EXERCISE AIM> There is material below. Print exactly the lines starting at the line with "function paint(path, color)" and ending at the line with "M678,5L731,37L728,41L736,46L720,72L667,41L669,37L661,33Z", ends included, and no others.
DATA EXCERPTS below:
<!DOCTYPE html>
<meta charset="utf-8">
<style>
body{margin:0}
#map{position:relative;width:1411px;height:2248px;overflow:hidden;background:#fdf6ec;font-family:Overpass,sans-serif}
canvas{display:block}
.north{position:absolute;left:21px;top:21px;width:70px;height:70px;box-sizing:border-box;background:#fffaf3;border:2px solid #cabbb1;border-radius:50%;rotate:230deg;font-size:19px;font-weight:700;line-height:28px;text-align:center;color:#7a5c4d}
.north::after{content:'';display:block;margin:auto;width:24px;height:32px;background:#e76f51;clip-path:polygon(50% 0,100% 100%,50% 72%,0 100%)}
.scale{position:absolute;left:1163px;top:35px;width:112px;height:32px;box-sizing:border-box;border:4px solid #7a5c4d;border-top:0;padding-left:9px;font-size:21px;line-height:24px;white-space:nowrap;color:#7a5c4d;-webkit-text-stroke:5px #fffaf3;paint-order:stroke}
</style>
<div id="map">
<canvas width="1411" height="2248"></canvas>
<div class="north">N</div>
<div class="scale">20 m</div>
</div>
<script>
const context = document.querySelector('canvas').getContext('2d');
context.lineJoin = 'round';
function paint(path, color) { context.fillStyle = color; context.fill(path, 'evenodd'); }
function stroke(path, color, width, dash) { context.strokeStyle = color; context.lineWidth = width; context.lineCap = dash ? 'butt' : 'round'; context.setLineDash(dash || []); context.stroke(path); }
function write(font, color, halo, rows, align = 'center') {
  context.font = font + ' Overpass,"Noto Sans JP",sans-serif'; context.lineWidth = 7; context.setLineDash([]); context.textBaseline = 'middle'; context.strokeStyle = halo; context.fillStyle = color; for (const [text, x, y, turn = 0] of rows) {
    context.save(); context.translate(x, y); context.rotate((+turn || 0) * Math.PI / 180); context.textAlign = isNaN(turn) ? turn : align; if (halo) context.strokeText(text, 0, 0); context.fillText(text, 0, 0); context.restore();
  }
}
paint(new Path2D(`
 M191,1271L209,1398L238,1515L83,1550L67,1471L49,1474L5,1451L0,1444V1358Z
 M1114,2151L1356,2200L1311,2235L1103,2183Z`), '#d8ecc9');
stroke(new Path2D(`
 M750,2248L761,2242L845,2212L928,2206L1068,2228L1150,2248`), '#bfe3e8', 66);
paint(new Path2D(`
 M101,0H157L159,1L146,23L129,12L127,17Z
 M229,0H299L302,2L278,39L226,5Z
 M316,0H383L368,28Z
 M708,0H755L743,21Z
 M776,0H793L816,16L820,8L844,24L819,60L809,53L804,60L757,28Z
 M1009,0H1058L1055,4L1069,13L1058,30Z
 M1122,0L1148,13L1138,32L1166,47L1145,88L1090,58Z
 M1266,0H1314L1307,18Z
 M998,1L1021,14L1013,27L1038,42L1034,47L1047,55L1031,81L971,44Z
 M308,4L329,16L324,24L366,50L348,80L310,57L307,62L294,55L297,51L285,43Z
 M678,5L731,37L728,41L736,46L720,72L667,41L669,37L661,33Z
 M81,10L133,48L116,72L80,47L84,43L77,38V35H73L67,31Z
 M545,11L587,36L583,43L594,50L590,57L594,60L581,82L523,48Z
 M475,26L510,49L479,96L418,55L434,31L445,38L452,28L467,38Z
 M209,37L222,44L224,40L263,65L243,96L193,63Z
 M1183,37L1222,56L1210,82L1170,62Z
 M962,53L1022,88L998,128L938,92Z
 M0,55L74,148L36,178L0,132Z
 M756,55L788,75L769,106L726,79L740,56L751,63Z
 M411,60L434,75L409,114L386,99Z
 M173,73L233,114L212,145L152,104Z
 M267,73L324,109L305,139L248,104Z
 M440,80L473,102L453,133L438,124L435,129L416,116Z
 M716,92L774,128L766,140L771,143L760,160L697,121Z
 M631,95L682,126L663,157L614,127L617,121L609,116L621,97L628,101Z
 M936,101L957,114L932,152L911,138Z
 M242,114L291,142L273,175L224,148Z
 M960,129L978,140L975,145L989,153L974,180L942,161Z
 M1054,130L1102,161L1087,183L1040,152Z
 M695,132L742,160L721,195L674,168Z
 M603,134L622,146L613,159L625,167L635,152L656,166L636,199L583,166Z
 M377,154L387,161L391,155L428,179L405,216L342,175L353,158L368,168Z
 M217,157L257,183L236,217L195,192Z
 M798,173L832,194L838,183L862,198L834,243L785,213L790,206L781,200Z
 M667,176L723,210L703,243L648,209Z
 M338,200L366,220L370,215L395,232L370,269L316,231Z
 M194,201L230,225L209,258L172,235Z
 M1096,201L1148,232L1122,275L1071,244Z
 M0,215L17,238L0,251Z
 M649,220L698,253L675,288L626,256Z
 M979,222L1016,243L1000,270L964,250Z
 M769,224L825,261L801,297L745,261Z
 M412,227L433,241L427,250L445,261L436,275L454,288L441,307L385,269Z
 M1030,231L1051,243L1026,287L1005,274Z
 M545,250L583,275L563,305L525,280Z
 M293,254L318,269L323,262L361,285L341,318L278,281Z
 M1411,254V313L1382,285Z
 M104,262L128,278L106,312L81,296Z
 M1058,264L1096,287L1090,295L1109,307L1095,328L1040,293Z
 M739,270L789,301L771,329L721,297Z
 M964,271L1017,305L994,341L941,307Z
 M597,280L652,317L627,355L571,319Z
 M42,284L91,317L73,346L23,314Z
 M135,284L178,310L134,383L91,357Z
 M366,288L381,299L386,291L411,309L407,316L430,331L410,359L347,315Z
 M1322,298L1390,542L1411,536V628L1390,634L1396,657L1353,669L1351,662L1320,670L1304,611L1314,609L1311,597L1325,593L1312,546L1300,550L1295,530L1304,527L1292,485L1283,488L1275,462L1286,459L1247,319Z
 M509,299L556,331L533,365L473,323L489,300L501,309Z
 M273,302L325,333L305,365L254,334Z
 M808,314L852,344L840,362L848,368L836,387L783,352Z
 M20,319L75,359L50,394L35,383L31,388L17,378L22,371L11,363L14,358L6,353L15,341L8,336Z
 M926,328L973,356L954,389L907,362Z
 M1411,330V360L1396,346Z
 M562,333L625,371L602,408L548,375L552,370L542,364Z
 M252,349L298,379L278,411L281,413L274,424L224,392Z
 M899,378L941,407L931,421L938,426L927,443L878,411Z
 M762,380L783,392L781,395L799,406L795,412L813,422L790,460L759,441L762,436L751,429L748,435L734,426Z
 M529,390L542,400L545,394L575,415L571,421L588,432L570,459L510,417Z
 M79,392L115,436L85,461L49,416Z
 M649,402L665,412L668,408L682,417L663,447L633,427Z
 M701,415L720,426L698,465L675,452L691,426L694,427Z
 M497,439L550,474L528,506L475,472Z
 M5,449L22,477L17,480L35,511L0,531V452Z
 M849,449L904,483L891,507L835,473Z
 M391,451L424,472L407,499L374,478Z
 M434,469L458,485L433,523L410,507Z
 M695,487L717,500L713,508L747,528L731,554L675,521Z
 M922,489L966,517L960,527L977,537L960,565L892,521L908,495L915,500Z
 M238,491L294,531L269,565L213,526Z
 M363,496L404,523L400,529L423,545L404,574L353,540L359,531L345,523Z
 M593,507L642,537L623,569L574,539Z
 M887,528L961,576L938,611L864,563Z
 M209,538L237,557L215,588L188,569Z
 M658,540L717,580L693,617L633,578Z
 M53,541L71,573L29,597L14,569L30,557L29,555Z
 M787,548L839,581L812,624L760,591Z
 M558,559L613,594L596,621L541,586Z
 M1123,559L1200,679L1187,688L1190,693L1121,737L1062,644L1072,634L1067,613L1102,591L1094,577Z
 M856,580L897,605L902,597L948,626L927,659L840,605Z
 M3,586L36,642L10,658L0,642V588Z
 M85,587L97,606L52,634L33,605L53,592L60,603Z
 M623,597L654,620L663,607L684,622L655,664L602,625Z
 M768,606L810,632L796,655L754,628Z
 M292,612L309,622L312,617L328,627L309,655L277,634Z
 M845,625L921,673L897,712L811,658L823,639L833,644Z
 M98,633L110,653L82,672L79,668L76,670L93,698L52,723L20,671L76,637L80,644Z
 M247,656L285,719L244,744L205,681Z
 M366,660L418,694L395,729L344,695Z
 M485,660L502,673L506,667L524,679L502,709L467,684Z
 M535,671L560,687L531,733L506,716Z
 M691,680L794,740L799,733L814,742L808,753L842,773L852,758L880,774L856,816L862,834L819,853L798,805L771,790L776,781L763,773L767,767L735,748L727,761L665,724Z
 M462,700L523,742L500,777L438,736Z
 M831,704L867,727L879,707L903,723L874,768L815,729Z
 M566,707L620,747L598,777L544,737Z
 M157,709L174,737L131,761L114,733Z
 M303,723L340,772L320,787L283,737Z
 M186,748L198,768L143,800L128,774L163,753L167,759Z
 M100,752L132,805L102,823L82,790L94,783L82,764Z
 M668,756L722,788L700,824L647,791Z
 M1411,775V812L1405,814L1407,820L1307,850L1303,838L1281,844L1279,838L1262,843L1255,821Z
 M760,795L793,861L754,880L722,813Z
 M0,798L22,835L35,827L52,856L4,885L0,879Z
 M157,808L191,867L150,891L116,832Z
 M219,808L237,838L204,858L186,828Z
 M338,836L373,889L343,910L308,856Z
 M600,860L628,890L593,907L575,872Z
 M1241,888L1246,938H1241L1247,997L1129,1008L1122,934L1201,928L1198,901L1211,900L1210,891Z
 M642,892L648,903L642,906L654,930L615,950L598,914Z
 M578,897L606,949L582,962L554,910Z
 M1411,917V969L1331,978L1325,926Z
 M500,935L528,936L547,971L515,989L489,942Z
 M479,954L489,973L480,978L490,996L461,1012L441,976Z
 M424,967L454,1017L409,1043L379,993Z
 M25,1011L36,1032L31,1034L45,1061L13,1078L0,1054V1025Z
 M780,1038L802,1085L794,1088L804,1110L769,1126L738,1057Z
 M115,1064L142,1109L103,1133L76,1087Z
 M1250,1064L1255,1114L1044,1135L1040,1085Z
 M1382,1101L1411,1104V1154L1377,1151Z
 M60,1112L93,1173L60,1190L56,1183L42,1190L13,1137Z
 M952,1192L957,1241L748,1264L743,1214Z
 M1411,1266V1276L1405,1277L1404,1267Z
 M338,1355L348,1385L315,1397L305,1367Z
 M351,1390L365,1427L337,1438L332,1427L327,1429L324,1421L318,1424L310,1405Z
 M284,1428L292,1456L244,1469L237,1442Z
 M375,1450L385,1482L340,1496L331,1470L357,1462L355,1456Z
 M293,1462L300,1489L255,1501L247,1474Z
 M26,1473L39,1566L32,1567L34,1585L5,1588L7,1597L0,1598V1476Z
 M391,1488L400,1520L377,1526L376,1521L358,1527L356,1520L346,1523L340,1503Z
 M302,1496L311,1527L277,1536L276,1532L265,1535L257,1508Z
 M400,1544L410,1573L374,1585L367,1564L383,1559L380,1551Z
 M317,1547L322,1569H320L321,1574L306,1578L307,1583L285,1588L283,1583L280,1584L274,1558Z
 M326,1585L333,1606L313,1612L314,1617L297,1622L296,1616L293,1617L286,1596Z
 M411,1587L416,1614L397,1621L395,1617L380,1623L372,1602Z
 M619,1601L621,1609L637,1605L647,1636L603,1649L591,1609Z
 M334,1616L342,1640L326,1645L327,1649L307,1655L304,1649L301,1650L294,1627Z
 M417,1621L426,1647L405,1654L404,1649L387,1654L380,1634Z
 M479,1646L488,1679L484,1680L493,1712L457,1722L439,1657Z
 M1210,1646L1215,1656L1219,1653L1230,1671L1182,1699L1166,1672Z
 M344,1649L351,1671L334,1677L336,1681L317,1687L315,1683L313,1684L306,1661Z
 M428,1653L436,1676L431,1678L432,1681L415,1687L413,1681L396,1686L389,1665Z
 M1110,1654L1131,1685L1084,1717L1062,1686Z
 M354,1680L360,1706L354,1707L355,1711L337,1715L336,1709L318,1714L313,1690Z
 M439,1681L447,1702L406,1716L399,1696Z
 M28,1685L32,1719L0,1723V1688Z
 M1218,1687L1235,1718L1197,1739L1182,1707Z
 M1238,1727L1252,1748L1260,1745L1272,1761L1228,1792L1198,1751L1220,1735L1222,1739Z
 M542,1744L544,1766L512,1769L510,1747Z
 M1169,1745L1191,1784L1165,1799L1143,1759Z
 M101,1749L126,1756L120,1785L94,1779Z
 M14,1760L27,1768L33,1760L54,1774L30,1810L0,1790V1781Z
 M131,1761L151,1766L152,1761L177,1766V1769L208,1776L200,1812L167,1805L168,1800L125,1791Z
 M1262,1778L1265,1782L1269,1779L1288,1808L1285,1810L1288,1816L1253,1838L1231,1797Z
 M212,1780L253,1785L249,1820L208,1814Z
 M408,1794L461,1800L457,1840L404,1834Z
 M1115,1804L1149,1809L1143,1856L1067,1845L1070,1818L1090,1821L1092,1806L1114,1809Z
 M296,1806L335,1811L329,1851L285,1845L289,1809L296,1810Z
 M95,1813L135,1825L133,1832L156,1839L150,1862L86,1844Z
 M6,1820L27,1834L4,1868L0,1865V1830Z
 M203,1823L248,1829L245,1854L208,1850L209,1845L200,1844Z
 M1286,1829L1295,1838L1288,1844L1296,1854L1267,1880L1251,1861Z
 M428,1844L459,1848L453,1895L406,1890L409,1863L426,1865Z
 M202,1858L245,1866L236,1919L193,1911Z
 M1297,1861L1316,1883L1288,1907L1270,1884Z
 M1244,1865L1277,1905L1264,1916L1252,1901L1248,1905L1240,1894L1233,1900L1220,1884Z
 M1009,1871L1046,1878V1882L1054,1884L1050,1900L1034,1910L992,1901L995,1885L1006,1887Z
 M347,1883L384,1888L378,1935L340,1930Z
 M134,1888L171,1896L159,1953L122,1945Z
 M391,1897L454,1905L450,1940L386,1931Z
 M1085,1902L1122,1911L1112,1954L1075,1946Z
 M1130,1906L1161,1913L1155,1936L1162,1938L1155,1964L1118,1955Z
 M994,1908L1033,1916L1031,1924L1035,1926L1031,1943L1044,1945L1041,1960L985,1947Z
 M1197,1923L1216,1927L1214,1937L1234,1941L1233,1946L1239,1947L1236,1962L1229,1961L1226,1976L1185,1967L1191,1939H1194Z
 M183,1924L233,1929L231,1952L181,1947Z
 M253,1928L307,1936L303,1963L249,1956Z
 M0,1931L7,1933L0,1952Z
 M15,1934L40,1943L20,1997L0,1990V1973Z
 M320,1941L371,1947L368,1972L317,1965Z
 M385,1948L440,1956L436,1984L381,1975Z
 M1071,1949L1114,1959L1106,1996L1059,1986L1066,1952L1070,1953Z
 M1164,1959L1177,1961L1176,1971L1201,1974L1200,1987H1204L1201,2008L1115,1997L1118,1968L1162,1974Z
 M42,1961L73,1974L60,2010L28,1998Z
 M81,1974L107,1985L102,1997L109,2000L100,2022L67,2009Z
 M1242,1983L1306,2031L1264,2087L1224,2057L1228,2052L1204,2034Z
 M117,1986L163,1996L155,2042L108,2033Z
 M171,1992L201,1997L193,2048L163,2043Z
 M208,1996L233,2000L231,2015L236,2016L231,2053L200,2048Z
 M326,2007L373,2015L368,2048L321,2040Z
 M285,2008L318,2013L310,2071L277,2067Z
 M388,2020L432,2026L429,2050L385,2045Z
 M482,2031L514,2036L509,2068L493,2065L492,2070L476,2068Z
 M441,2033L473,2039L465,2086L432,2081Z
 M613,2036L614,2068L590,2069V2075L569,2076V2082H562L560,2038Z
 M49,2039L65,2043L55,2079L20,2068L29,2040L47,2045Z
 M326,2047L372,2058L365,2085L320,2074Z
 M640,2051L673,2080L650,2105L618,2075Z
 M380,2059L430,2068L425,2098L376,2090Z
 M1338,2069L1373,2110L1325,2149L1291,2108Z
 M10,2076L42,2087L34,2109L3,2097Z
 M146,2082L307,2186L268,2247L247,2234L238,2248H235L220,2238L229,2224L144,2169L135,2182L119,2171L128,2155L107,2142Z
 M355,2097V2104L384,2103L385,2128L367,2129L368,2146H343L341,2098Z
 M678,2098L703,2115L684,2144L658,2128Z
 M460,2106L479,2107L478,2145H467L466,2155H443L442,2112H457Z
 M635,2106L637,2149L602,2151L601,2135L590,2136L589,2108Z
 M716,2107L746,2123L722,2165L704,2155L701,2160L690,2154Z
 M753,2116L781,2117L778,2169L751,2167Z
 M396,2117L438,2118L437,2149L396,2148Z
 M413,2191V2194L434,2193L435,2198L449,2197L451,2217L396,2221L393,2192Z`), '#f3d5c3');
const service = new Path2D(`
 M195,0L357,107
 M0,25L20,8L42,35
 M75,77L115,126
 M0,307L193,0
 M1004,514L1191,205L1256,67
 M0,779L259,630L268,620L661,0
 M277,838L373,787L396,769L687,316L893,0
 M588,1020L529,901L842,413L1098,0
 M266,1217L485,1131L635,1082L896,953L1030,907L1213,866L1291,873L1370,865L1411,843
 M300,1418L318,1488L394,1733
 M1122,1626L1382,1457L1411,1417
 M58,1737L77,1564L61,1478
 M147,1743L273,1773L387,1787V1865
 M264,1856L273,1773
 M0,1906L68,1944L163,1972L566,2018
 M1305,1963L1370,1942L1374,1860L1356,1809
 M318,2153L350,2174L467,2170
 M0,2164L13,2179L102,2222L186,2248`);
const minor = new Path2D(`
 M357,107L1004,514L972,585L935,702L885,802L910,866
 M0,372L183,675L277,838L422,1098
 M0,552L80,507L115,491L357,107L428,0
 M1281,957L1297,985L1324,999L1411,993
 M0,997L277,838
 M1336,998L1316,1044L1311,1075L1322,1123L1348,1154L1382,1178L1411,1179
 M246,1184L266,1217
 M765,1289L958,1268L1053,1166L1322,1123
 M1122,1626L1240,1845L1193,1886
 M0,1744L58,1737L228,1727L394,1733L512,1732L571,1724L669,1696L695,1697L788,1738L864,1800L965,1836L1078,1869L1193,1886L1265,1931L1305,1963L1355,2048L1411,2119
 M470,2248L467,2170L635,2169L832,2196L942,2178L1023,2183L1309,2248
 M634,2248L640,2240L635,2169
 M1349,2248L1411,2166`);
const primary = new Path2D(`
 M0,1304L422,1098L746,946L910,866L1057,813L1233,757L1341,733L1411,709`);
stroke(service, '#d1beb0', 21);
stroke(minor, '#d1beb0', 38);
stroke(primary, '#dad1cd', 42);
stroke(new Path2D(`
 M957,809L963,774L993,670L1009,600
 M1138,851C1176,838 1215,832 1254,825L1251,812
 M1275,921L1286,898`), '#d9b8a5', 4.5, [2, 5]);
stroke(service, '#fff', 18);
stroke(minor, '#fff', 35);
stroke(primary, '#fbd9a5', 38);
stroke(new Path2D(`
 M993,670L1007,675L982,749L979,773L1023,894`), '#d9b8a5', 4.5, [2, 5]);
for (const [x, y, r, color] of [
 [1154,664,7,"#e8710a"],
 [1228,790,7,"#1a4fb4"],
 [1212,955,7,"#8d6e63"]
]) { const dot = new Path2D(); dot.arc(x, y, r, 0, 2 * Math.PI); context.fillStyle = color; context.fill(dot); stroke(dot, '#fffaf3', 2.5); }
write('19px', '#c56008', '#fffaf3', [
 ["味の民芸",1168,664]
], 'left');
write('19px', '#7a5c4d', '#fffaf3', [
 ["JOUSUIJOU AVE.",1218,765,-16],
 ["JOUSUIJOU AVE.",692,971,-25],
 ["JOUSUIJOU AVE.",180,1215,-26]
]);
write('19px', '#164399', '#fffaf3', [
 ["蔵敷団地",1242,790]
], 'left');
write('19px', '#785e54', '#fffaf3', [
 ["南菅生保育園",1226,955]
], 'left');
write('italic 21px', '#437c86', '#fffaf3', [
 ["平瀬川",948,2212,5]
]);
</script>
End of DATA EXCERPTS.
RESPONSE TO THIS EXERCISE>
function paint(path, color) { context.fillStyle = color; context.fill(path, 'evenodd'); }
function stroke(path, color, width, dash) { context.strokeStyle = color; context.lineWidth = width; context.lineCap = dash ? 'butt' : 'round'; context.setLineDash(dash || []); context.stroke(path); }
function write(font, color, halo, rows, align = 'center') {
  context.font = font + ' Overpass,"Noto Sans JP",sans-serif'; context.lineWidth = 7; context.setLineDash([]); context.textBaseline = 'middle'; context.strokeStyle = halo; context.fillStyle = color; for (const [text, x, y, turn = 0] of rows) {
    context.save(); context.translate(x, y); context.rotate((+turn || 0) * Math.PI / 180); context.textAlign = isNaN(turn) ? turn : align; if (halo) context.strokeText(text, 0, 0); context.fillText(text, 0, 0); context.restore();
  }
}
paint(new Path2D(`
 M191,1271L209,1398L238,1515L83,1550L67,1471L49,1474L5,1451L0,1444V1358Z
 M1114,2151L1356,2200L1311,2235L1103,2183Z`), '#d8ecc9');
stroke(new Path2D(`
 M750,2248L761,2242L845,2212L928,2206L1068,2228L1150,2248`), '#bfe3e8', 66);
paint(new Path2D(`
 M101,0H157L159,1L146,23L129,12L127,17Z
 M229,0H299L302,2L278,39L226,5Z
 M316,0H383L368,28Z
 M708,0H755L743,21Z
 M776,0H793L816,16L820,8L844,24L819,60L809,53L804,60L757,28Z
 M1009,0H1058L1055,4L1069,13L1058,30Z
 M1122,0L1148,13L1138,32L1166,47L1145,88L1090,58Z
 M1266,0H1314L1307,18Z
 M998,1L1021,14L1013,27L1038,42L1034,47L1047,55L1031,81L971,44Z
 M308,4L329,16L324,24L366,50L348,80L310,57L307,62L294,55L297,51L285,43Z
 M678,5L731,37L728,41L736,46L720,72L667,41L669,37L661,33Z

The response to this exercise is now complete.